X_train = train_data[targets[:-1]]
y_train = train_data[targets[-1]]

X_test = test_data[targets[:-1]]
y_test = test_data[targets[-1]]

### Separating 'Fraud' and 'Not Fraud' into DataFrames

In [None]:
not_frauds = df.loc[df['Class'] == 0]
frauds = df.loc[df['Class'] == 1]

not_frauds = not_frauds.drop(['Class'], axis=1)
frauds = frauds.drop(['Class'], axis=1)

## Decision Tree Classifier

### Initialize Classification Model

In [None]:
decisionTreeClassifier = DecisionTreeClassifier(max_depth=5)

### Train Model for Classification

In [None]:
decisionTreeClassifier.fit(X_train, y_train)

### Validate Model Accuracy

In [None]:
dtc_score = decisionTreeClassifier.score(X_test, y_test)
dtc_score

### Show Model Rapport

In [None]:
classification_report(y_train, decisionTreeClassifier.predict(X_train), target_names=['not fraud', 'fraud'])

### Perform Predictions

In [None]:
dtc_predict_fraud = decisionTreeClassifier.predict([frauds.iloc[0]])
dtc_predict_not_fraud = decisionTreeClassifier.predict([not_frauds.iloc[0]])

print('predict fraud, should be [1] =>', dtc_predict_fraud)
print('predict not fraud, should be [0] =>', dtc_predict_not_fraud)

## Random Forest Classifier

### Initialize Classification Model

In [None]:
randomForestClassifier = RandomForestClassifier(n_estimators = 20, max_depth = 5)

### Train Model for Classification

In [None]:
randomForestClassifier.fit(X_train, y_train)

### Validate Model Accuracy

In [None]:
rfc_score = randomForestClassifier.score(X_test, y_test)
rfc_score

### Show Model Rapport

In [None]:
predict_fraud = randomForestClassifier.predict([frauds.iloc[5]])
predict_not_fraud = randomForestClassifier.predict([not_frauds.iloc[0]])

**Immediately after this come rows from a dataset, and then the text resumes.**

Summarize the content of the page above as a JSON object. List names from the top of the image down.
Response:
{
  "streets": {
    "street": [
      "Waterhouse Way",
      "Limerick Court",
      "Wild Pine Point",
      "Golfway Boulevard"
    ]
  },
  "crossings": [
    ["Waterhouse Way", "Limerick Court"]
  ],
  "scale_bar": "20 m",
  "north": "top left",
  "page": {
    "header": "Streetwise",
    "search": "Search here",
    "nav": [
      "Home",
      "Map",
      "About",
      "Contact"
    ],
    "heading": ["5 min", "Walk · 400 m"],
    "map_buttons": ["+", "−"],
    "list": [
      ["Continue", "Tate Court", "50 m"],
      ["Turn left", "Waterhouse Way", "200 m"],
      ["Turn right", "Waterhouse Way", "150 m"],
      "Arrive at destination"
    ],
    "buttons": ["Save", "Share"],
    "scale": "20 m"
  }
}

print('predict fraud, should be [1] =>', predict_fraud)
print('predict not fraud, should be [0] =>', predict_not_fraud)

### Perform Predictions

## Naïve Bayes Classifier

### Initialize Classification Model

In [None]:
naiveBayesClassifier = GaussianNB()

### Train Model for Classification

In [None]:
naiveBayesClassifier.fit(X_train, y_train)

In [None]:
nbc_score = naiveBayesClassifier.score(X_test, y_test)
nbc_score

### Validate Model Accuracy

### Show Model Rapport

In [None]:
predict_fraud = naiveBayesClassifier.predict([frauds.iloc[3]])
predict_not_fraud = naiveBayesClassifier.predict([not_frauds.iloc[0]])

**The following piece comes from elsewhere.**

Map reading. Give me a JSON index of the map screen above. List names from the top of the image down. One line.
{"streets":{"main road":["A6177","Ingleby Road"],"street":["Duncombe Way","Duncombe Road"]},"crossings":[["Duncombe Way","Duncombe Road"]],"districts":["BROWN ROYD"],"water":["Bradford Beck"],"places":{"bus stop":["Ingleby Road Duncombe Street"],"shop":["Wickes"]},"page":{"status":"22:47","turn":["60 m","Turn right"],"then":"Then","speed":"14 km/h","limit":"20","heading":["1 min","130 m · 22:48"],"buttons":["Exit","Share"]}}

print('predict fraud, should be [1] =>', predict_fraud)
print('predict not fraud, should be [0] =>', predict_not_fraud)

In [None]:
classification_report(y_train, naiveBayesClassifier.predict(X_train), target_names=['not fraud', 'fraud'])

### Perform Predictions

## Compare Model Scores

In [None]:
scores = {dtc_score: 'Decision Tree Classifier', rfc_score:'Random Forest Classifier',  nbc_score:'Naive Bayes Classifier'}

print("scores for decision tree classifier", dtc_score)
print("scores for random forest classifier", rfc_score)
print("scores for naive bayes classifier", nbc_score)

print("best score is", scores[max(scores)])

### Based on the results, we can conclude the Decision Tree Classifier is the most accurate classifier for this dataset.